• Aged 18 to 80 years, male or female;

• Patients with pathologically (histologically or cytologically) confirmed MCL and at least one measurable lesion by Lugano criteria;

• No prior systemic therapy for MCL;

• Eastern Cooperative Oncology Group (ECOG) score of 0-2 points;

• Normal function of vital organs, i.e. meeting the following criteria:

• a) Blood routine examination must be in accordance with (no blood transfusion, no use of hematopoietic factors and no use of drugs for correction within 14 days): i. Absolute neutrophil count (ANC) ≥ 1 × 10＾9/L; ii.
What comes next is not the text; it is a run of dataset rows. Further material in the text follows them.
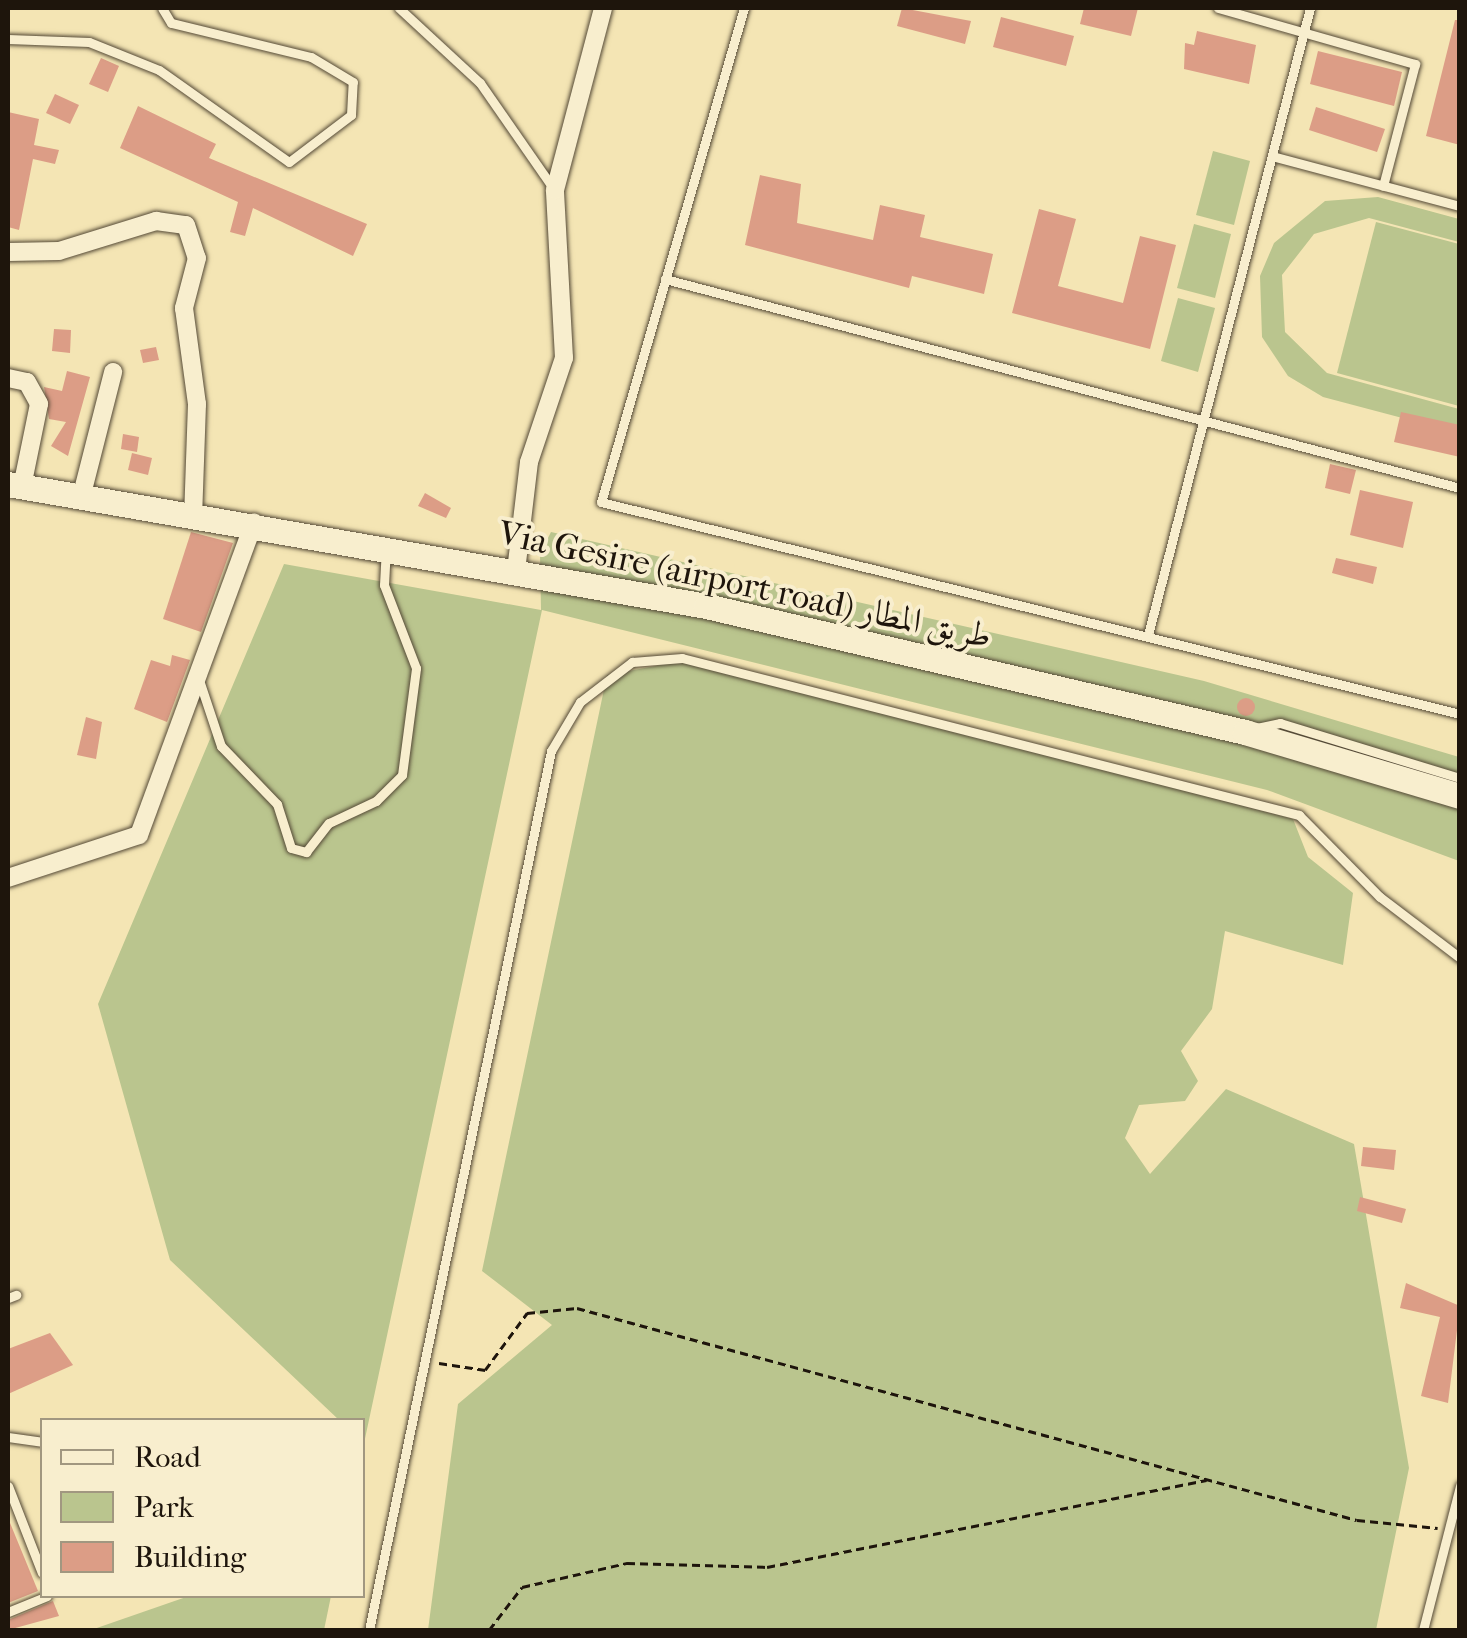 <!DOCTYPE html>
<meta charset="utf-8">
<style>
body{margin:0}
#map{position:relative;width:1467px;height:1638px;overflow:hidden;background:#f4e5b4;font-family:"IM FELL French Canon",Amiri,serif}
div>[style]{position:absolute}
.green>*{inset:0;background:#bac58e}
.building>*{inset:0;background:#dc9d86}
.round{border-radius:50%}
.path>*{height:2.5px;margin-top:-1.25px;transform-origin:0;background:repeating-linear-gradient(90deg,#1e150c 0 8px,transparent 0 13px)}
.roads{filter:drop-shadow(0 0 2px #544936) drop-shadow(0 0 2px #544936)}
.lane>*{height:9px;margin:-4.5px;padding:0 4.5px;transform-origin:4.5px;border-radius:4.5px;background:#f8eece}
.street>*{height:18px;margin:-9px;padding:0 9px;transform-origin:9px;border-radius:9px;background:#f8eece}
.secondary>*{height:25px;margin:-12.5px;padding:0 12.5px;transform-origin:12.5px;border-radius:12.5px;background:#f8eece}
span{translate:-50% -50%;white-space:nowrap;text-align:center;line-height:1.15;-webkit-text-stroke:8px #f8eece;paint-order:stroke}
.street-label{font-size:35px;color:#1e150c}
.frame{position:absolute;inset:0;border:10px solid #1e150c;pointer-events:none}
.legend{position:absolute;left:40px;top:1418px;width:325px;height:180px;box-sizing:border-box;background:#f8eece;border:2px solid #a19780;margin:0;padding:12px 18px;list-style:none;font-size:30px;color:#1e150c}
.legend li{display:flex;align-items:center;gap:20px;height:50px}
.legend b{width:50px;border:2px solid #a19780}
</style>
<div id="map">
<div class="green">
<i style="clip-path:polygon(1213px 151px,1250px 161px,1234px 225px,1196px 215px)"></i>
<i style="clip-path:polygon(1378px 197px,1459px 219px,1459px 242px,1369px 218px,1314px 234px,1282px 275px,1285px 332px,1327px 373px,1459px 409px,1459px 433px,1323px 397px,1288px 376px,1262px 337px,1260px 276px,1274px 243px,1325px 201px)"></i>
<i style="clip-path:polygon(1376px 222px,1459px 244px,1459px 406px,1337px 373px)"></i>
<i style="clip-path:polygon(1194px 224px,1231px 234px,1215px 298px,1177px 288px)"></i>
<i style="clip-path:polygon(1178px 298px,1215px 308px,1198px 372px,1161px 361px)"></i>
<i style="clip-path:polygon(551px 532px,1204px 681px,1459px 757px,1459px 861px,1267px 790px,542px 610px,363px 1448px,362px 1420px,339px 1420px,170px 1260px,98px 1004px,284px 564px,541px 610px,540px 554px)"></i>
<i style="clip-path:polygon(693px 659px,1293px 819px,1308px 857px,1353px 893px,1343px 965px,1225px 931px,1212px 1009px,1181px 1051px,1198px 1081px,1185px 1101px,1139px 1105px,1125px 1138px,1150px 1174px,1226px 1089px,1354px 1144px,1409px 1468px,1376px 1630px,428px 1630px,458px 1404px,552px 1325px,482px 1271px,607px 675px)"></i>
<i style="clip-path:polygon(189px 1596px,331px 1596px,324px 1630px,91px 1630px)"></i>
</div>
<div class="building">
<i style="clip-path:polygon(902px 8px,971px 21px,965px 44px,897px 26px)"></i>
<i style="clip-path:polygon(1084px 8px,1138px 8px,1131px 36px,1080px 24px)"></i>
<i style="clip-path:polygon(1001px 17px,1074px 36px,1066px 66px,993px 47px)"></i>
<i style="clip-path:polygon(1455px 20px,1460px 20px,1460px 145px,1426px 136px)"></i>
<i style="clip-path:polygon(1197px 31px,1256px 45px,1249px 84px,1184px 69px,1185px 43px,1194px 45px)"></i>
<i style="clip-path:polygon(1318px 51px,1402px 72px,1394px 106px,1310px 84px)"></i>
<i style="clip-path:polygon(101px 58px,119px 66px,108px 92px,89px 84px)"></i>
<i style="clip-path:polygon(55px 94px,79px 105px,70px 124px,46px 113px)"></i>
<i style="clip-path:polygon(138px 106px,216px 144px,209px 158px,367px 224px,353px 256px,253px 208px,245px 236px,230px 232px,238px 202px,120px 148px)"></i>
<i style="clip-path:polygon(1316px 107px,1385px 129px,1377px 152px,1309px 130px)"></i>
<i style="clip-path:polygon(8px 112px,39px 119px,34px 145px,59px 150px,55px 164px,33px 159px,19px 230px,8px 227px)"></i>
<i style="clip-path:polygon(760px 175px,801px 184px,797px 223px,873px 240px,880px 205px,925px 215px,920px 237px,993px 254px,984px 294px,912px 276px,909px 288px,745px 245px)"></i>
<i style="clip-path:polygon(1039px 209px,1076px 219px,1058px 286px,1123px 303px,1140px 236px,1176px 245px,1150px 349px,1012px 313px)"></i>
<i style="clip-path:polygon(54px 329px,71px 330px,70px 353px,52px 351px)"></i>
<i style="clip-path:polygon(156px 347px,159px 360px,143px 363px,140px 350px)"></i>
<i style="clip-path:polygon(67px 371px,90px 377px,68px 456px,51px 446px,66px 422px,49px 419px,44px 387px,62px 391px)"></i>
<i style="clip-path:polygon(1401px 412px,1460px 425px,1460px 457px,1394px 442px)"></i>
<i style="clip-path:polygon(123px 434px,139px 437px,137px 452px,121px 449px)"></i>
<i style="clip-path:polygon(132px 453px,152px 458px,148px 475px,128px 470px)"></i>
<i style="clip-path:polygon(1330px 464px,1356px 470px,1350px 494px,1325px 488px)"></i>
<i style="clip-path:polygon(1360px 490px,1413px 502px,1403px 548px,1350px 535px)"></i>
<i style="clip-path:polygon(425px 493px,451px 508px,446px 518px,418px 506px)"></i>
<i style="clip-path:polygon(191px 532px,233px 543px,201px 632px,163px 619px)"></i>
<i style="clip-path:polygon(1336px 558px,1377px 567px,1373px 584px,1332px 573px)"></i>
<i style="clip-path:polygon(172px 655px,190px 660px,167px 722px,134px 709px,151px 660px,170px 666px)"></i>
<i class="round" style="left:1237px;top:698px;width:18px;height:18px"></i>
<i style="clip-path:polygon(86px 717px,102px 722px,96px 759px,77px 755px)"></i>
<i style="clip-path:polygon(1363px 1147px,1396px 1150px,1394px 1170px,1361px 1166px)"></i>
<i style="clip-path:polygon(1360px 1197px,1406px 1209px,1402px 1223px,1357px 1211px)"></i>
<i style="clip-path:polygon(1406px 1283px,1460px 1306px,1448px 1403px,1421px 1396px,1440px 1317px,1400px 1308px)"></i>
<i style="clip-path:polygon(50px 1333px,73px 1365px,8px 1394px,8px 1349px)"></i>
<i style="clip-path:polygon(8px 1518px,38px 1591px,8px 1603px)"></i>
<i style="clip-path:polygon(53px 1601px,59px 1616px,8px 1630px,8px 1620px)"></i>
</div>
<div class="path">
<i style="left:439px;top:1363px;width:47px;rotate:8.7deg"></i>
<i style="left:485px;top:1370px;width:71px;rotate:-53.6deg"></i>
<i style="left:527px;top:1313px;width:50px;rotate:-5.7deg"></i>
<i style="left:577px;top:1308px;width:808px;rotate:15.21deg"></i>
<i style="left:1357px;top:1520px;width:81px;rotate:5.6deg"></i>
<i style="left:489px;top:1630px;width:54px;rotate:-52.5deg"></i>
<i style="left:522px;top:1587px;width:108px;rotate:-12.9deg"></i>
<i style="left:627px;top:1563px;width:140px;rotate:1.6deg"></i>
<i style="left:767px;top:1567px;width:448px;rotate:-11.2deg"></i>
</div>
<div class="roads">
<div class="lane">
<i style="left:399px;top:8px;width:110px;rotate:42.8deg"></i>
<i style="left:480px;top:83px;width:128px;rotate:55.2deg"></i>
<i style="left:744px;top:8px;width:514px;rotate:106.14deg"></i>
<i style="left:601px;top:502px;width:885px;rotate:13.86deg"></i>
<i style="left:1218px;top:8px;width:205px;rotate:15.9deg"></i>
<i style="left:1415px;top:64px;width:126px;rotate:104.7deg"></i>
<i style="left:8px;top:39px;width:81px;rotate:2.1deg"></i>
<i style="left:89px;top:42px;width:75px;rotate:21.8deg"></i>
<i style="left:159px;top:70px;width:159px;rotate:35.3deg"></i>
<i style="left:289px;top:162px;width:78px;rotate:-37.2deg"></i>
<i style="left:351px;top:115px;width:33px;rotate:-87deg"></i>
<i style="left:353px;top:82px;width:49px;rotate:-149.2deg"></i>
<i style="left:311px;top:57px;width:144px;rotate:-166.3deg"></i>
<i style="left:171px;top:23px;width:17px;rotate:-121deg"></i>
<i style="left:1272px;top:156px;width:195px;rotate:14.9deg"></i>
<i style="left:665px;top:279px;width:822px;rotate:14.73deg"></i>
<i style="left:1149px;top:631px;width:643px;rotate:-75.51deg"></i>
<i style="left:199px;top:680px;width:70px;rotate:71.6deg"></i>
<i style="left:221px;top:746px;width:81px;rotate:46deg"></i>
<i style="left:277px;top:804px;width:46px;rotate:72.3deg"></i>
<i style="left:291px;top:848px;width:16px;rotate:15deg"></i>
<i style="left:306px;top:852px;width:37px;rotate:-52deg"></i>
<i style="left:329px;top:823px;width:52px;rotate:-25.1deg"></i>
<i style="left:376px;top:801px;width:37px;rotate:-45deg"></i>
<i style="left:402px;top:775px;width:108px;rotate:-82.5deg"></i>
<i style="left:416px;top:668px;width:89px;rotate:-111.1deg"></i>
<i style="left:384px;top:585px;width:34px;rotate:-87deg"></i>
<i style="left:1252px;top:729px;width:29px;rotate:-12deg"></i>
<i style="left:1280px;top:723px;width:188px;rotate:17deg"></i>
<i style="left:8px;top:1298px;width:9px;rotate:-21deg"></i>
<i style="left:8px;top:1437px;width:34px;rotate:8deg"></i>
<i style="left:8px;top:1486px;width:93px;rotate:68.7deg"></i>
<i style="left:8px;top:1612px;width:42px;rotate:-22.3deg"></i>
<i style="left:369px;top:1630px;width:898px;rotate:-78.3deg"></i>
<i style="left:551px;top:751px;width:57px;rotate:-59.4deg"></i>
<i style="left:580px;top:702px;width:66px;rotate:-37.6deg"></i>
<i style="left:632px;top:662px;width:50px;rotate:-4.6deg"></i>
<i style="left:682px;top:658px;width:637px;rotate:14.28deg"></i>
<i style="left:1299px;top:815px;width:115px;rotate:45.4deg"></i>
<i style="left:1380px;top:897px;width:101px;rotate:37.3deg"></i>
<i style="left:1423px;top:1630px;width:149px;rotate:-75.6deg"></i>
</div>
<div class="street">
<i style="left:8px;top:252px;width:51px;rotate:-1.1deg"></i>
<i style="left:59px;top:251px;width:102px;rotate:-17.2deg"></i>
<i style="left:156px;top:221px;width:30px;rotate:8deg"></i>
<i style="left:186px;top:225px;width:35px;rotate:72deg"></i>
<i style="left:197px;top:258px;width:52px;rotate:104.6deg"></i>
<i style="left:184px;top:308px;width:97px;rotate:82.3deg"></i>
<i style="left:197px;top:404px;width:112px;rotate:92deg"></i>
<i style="left:8px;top:378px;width:19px;rotate:12deg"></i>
<i style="left:27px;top:382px;width:25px;rotate:61deg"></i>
<i style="left:39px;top:404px;width:85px;rotate:101.6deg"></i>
<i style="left:82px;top:494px;width:126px;rotate:-75.7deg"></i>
<i style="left:516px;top:571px;width:110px;rotate:-83.2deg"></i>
<i style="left:529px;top:462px;width:110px;rotate:-71.4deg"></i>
<i style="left:564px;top:358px;width:168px;rotate:-93.1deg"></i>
<i style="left:555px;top:190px;width:188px;rotate:-75.2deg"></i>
<i style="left:8px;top:878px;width:138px;rotate:-18.2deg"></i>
<i style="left:139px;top:835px;width:333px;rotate:-69.8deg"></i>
</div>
<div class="secondary">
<i style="left:8px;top:484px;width:709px;rotate:9.91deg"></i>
<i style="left:706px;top:606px;width:554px;rotate:13.16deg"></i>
<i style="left:1245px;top:732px;width:224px;rotate:16.6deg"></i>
</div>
</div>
<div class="street-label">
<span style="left:745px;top:585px;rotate:12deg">Via Gesire (airport road) طريق المطار</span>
</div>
<div class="frame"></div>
<ul class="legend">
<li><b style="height:12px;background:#f8eece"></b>Road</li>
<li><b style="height:28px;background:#bac58e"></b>Park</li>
<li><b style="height:28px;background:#dc9d86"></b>Building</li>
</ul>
</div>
Platelet count (PLT) ≥ 75 × 10＾9/L; b) Chemistry panel must meet the following criteria: i. Total bilirubin (TBIL) ≤ 2.0 × upper limit of normal (ULN); ii. Glutamic pyruvic transaminase (ALT), glutamic oxaloacetic transaminase (AST) ≤ 2.0 × ULN iii. Creatinine clearance ≥ 30 mL/min (Cockcroft-Gault formula); c) Cardiac function: Left ventricular ejection fraction (LVEF) ≥ 50%;

• Female subjects of childbearing potential must have a negative serum pregnancy test within 7 days prior to the start of study medication and are willing to use a medically recognized highly effective contraceptive method (e.g., intrauterine device, contraceptive pill, or condom) during the study and within 6 months after the last dose of study drug; male subjects with partners of childbearing potential should be surgically sterile or agree to use an effective method of contraception during the study and within 6 months after the last dose of study drug;

• The subjects voluntarily participate in the study and sign the informed consent form. They have good compliance and cooperate in the follow-up.